**Exercise brief:**
Which lines in the records below contain the word "image"? Return each of them.

Segment Start: Data for the task

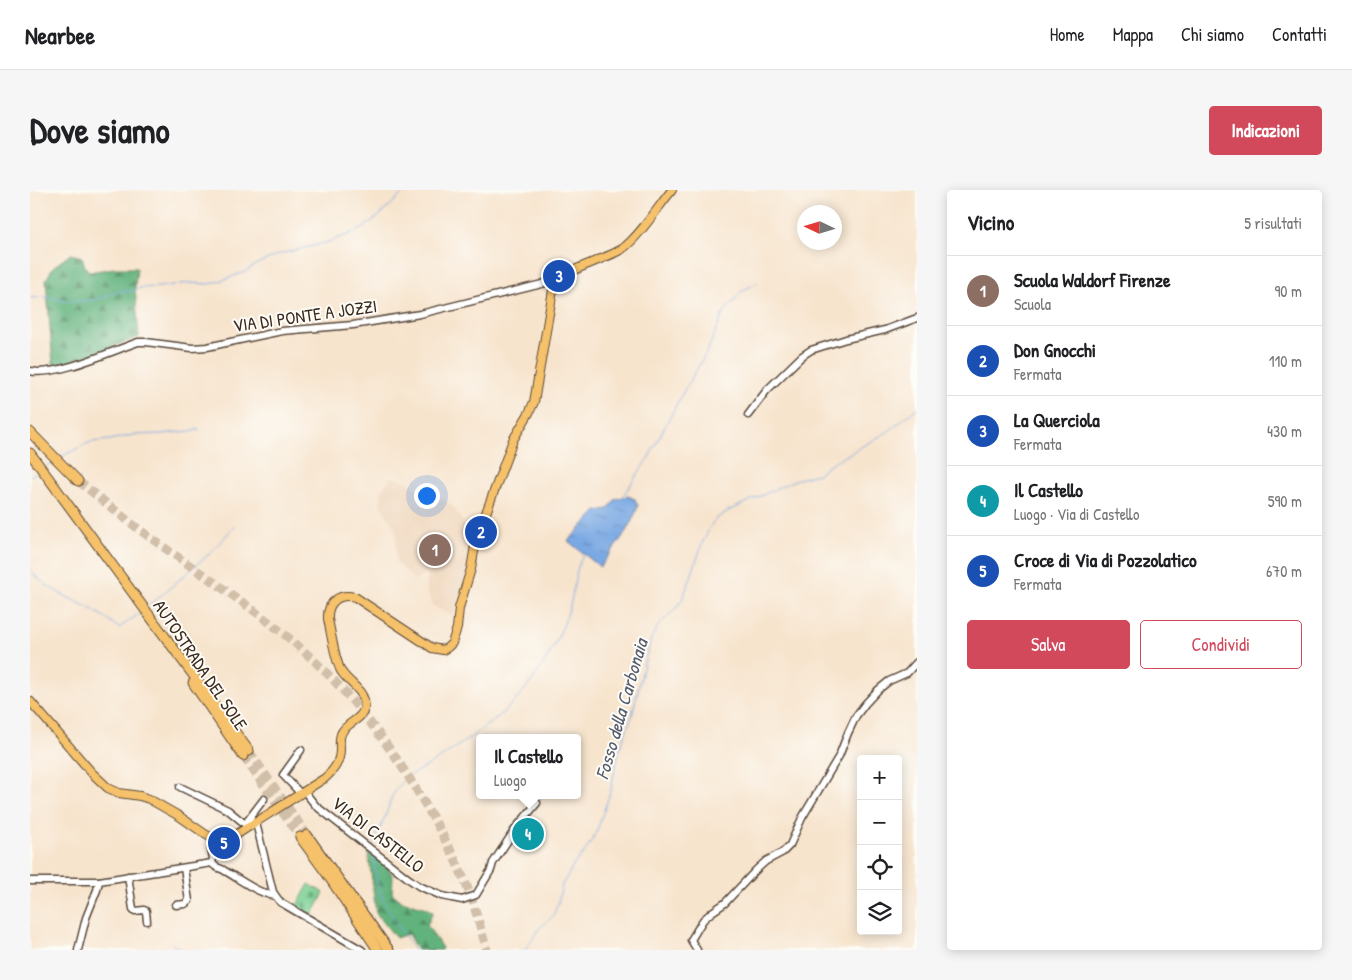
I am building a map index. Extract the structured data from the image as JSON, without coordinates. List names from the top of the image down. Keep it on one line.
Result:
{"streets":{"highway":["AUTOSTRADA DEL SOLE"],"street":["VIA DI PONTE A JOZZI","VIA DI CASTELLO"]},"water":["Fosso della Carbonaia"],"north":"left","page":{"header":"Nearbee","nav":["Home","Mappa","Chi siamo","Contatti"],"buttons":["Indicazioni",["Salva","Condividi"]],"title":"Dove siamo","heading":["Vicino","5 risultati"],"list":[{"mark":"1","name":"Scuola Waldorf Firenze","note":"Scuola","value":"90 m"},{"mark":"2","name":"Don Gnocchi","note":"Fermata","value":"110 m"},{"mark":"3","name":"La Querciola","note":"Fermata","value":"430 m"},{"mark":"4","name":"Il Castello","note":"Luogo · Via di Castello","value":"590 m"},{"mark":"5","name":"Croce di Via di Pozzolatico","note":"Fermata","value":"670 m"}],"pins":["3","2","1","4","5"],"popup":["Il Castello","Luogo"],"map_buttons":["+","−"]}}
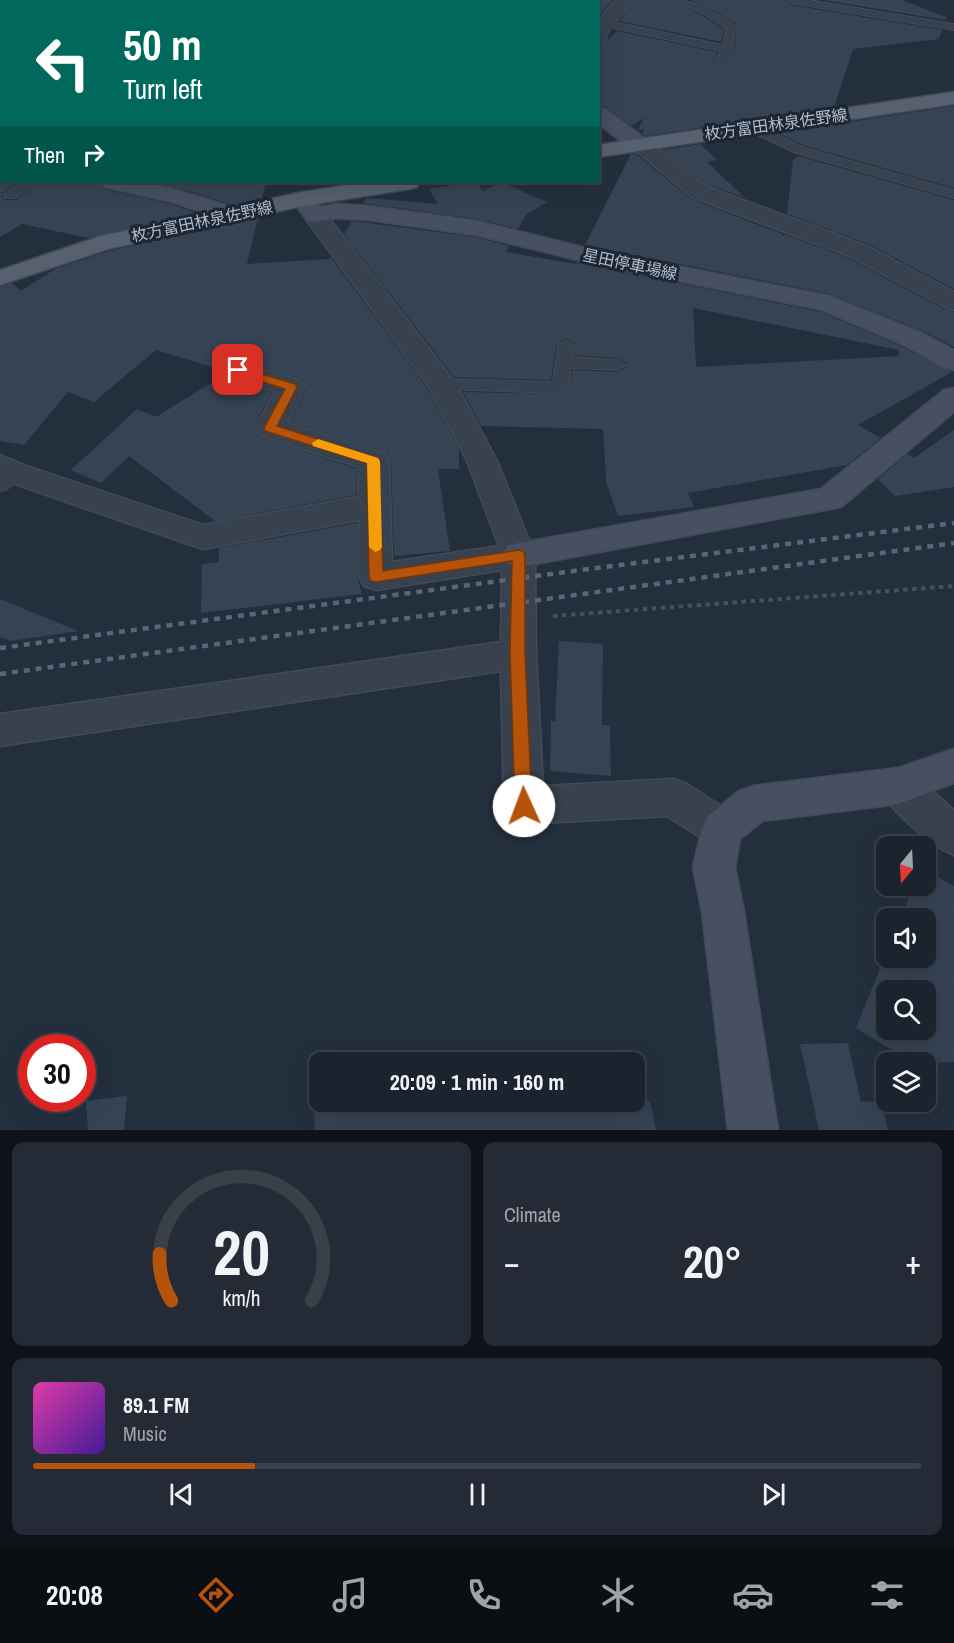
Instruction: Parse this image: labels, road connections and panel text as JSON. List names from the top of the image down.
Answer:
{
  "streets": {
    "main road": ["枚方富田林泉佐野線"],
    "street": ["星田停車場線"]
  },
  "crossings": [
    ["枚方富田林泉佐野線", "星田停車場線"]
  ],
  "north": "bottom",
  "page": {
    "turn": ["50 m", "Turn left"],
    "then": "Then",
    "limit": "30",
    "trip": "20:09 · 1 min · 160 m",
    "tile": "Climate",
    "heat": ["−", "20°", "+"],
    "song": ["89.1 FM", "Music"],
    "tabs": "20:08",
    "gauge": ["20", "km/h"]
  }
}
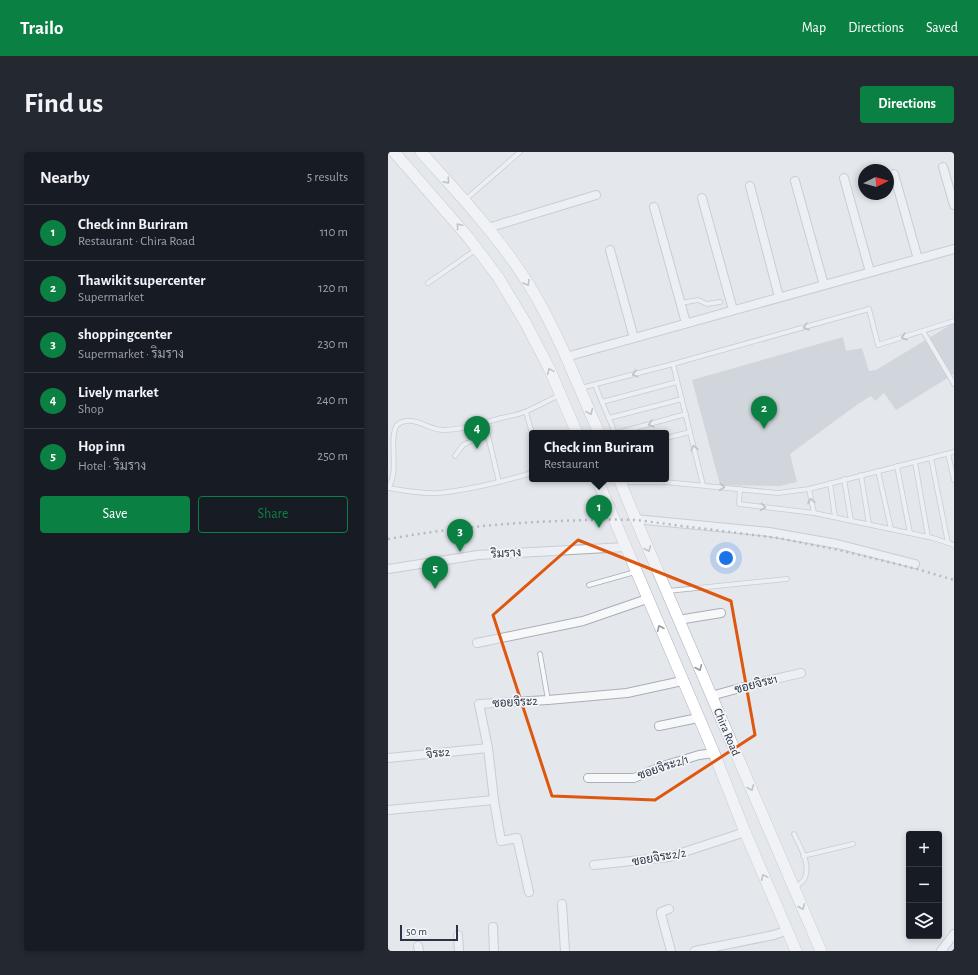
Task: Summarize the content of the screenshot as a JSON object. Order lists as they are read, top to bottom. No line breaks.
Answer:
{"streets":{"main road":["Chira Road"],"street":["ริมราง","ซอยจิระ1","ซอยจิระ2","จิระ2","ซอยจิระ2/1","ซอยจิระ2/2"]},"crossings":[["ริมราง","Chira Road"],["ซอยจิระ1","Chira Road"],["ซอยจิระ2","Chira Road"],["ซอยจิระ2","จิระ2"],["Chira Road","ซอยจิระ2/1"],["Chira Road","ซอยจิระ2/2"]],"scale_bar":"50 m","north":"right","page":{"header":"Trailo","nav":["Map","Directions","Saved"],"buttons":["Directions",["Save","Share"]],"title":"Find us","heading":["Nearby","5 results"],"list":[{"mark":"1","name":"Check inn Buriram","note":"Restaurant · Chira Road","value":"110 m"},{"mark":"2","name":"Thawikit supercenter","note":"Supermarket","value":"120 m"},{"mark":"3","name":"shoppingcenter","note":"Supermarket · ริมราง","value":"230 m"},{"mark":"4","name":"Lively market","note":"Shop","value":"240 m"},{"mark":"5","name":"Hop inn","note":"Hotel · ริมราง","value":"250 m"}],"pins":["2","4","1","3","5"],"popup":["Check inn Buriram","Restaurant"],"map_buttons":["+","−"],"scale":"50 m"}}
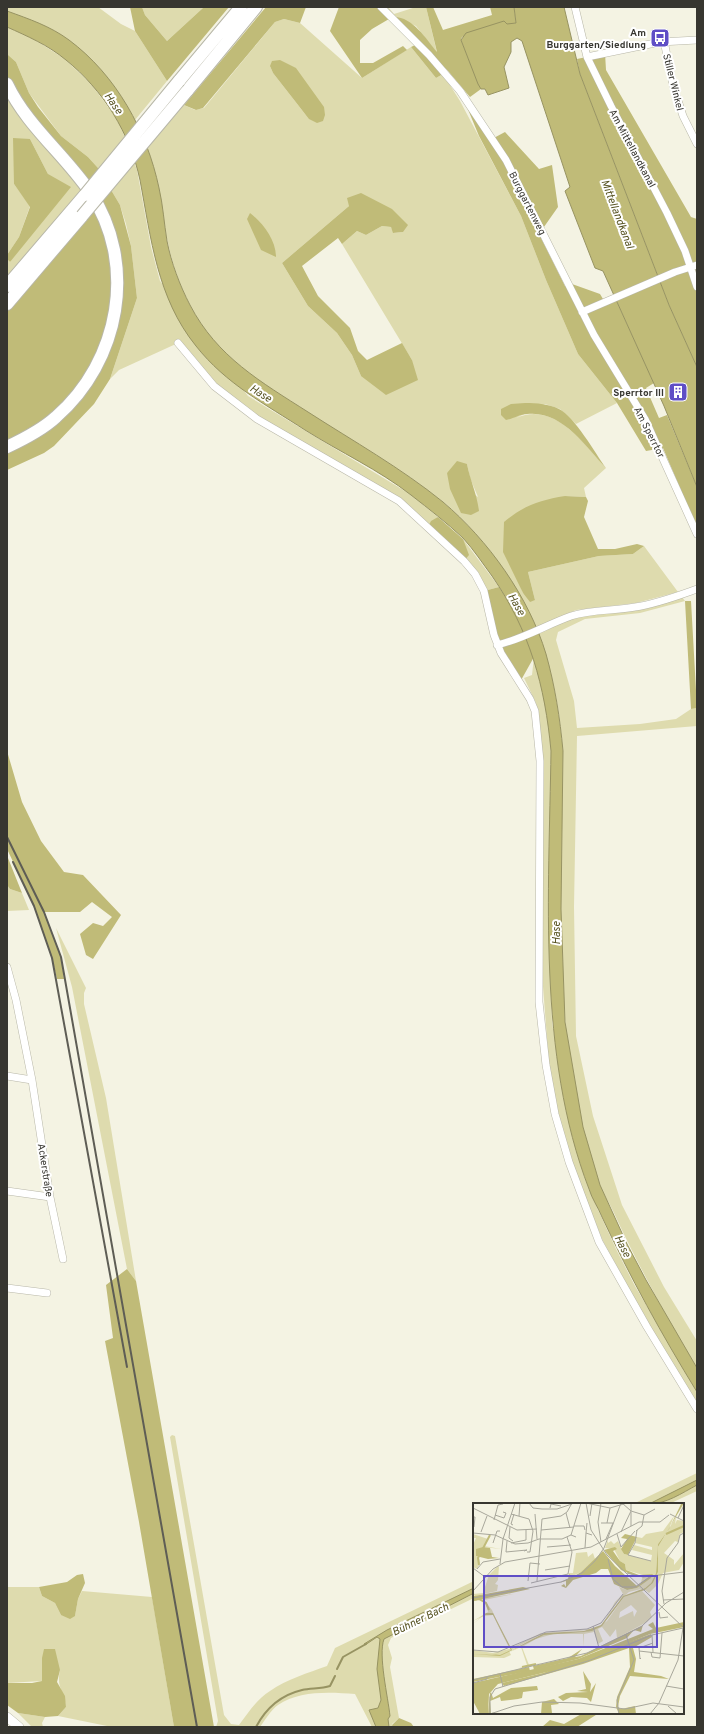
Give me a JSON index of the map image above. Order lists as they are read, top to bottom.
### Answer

Segment End: Data for the task

**Solution to this exercise:**
I am building a map index. Extract the structured data from the image as JSON, without coordinates. List names from the top of the image down. Keep it on one line.
Instruction: Parse this image: labels, road connections and panel text as JSON. List names from the top of the image down.
Give me a JSON index of the map image above. Order lists as they are read, top to bottom.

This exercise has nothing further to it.